Washington renunciou a mudar o regime sírio porque não dispõe de meios militares. Numa primeira fase, para além de o reconhecer, o secretário da Defesa León Panetta sublinhou que uma intervenção militar não faria mais do que complicar a situação no terreno e precipitaria o país numa guerra civil em vez de a evitar. Depois, o Chefe de Estado Maior, general Martin Dempsey, e o comandante do CentCom, general James Mattis, admitiram que a Força Aérea dos EUA não poderia bombardear a Síria se recebesse uma tal ordem porque o país está equipado pela Rússia com o mais eficaz sistema anti-aéreo do mundo. Por outro lado, os generais norte-americanos admitiram que continuam a exercer uma vigilância aérea e espacial da Síria, não para fornecer informação ao Exército sírio livre, mas para se assegurarem de que o país não se dota de arsenais químicos e biológicos. Por outras palavras, Washington não só renunciou a derrubar o regime pela força, como está vigilante para que tal não suceda a fim de evitar um conflito com a Rússia, a China e o Irão.

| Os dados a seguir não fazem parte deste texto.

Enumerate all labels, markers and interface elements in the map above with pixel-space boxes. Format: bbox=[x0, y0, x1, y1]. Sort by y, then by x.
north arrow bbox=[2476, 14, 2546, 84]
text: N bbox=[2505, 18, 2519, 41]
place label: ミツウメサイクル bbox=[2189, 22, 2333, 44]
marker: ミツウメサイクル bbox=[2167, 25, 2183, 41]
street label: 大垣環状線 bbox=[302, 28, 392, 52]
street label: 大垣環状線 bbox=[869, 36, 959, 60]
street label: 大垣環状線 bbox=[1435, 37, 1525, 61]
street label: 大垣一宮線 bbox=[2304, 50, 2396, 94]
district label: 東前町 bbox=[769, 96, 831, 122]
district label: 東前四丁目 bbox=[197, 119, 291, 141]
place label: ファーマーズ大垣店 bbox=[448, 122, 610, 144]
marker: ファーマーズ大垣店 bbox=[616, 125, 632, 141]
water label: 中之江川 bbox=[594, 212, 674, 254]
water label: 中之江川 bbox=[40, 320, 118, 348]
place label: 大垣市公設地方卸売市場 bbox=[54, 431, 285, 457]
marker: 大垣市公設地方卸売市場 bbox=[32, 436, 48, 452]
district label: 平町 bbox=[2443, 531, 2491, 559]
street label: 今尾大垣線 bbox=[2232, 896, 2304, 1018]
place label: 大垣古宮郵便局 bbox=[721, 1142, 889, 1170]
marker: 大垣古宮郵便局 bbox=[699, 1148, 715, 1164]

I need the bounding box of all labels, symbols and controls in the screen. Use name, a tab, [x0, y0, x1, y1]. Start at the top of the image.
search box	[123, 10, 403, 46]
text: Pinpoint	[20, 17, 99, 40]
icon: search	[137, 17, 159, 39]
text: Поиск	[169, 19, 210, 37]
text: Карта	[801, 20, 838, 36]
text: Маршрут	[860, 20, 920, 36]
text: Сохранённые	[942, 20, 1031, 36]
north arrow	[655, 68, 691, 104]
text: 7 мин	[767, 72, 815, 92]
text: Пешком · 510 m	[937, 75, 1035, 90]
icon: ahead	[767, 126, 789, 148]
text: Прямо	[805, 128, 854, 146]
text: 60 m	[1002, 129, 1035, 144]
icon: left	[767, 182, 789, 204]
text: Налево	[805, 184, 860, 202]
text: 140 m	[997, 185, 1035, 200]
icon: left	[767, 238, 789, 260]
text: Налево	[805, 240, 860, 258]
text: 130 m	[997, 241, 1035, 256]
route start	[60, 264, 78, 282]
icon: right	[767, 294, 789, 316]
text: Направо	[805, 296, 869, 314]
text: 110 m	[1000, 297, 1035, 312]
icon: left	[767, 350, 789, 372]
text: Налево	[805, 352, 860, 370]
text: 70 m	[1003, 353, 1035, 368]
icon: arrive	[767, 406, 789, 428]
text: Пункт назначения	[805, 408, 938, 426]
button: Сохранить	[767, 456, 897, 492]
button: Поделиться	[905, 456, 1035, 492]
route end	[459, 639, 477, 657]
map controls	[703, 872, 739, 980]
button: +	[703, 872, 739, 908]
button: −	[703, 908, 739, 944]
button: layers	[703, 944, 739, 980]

Em contrapartida, Washington arroga-se o direito de instrumentalizar o caso sírio para embaraçar Moscovo e Pequim. A criação do Centro sob a responsabilidade síria resume-se à implementação de uma nova campanha de propaganda anti-Síria, já não para abrir caminho a uma intervenção da NATO, mas para acusar a Rússia e a China de serem ditaduras solidárias com outra ditadura. E as sanções já não visam desmoralizar a burguesia e a fazê-la voltar-se contra o regime, mas a obrigar a Rússia e a China a pagar pela Síria.
É nesta perspectiva que se deve interpretar a agitação de Alain Juppé. O ministro francês dos Negócios Estrangeiros sabe que as suas declarações anti-sírias são ocas, mas nada mais lhe resta do que fazê-las porque em breve deixará as suas funções, e o seu sucessor recusará assumir as consequências disso em nome da alternância política. A sua permanente incontinência verbal serve simultaneamente para alimentar o dossier que o Centro prepara sob a sua responsabilidade, e para satisfazer um lobby cujo apoio lhe será útil quando se encontrar na oposição.
A propósito, Damasco, que antecipa a derrota eleitoral de Nicolas Sarkozy, enviou um diplomata de alto nível a Paris. O diplomata encontrou um dos seus amigos, o antigo ministro dos Negócios Estrangeiros socialista, que lhe apresentou François Hollande. A Síria conhece perfeitamente os laços que ligam o candidato socialista a Israel e ao Qatar. Mas não duvida de que o próximo presidente francês se alinhará em primeiro lugar com a posição dos EUA e que porá cobro a todo o apoio à oposição armada.
(1) Os takfiristes são muçulmanos sectários que acreditam deter toda a verdade e pretendem eliminar os heréritos. Os seus principais chefes espirituais estão refugiados na Arábia Saudita, de onde apelam a «matar um terço dos sírios para que os outros dois terços vivam», ou seja assassinar todos os não sunitas.
(2) «Conclusões da Presidência da Segunda Conferência do Grupo de Amigos do Povo Sírio», Voltaire Network, 1 de Abril 2012.
(3) «Liderança política síria para a transição para um Estado civil, democrático, pluralista, independente e livre, que respeite os direitos das pessoas independentemente da sua etnia, crença ou género».
(4) «State Department on Syria Accountability Clearinghouse », Voltaire Network, 2 Abril 2012.
Tradução da responsabilidade da Redacção do Avante, que o publicou hoje.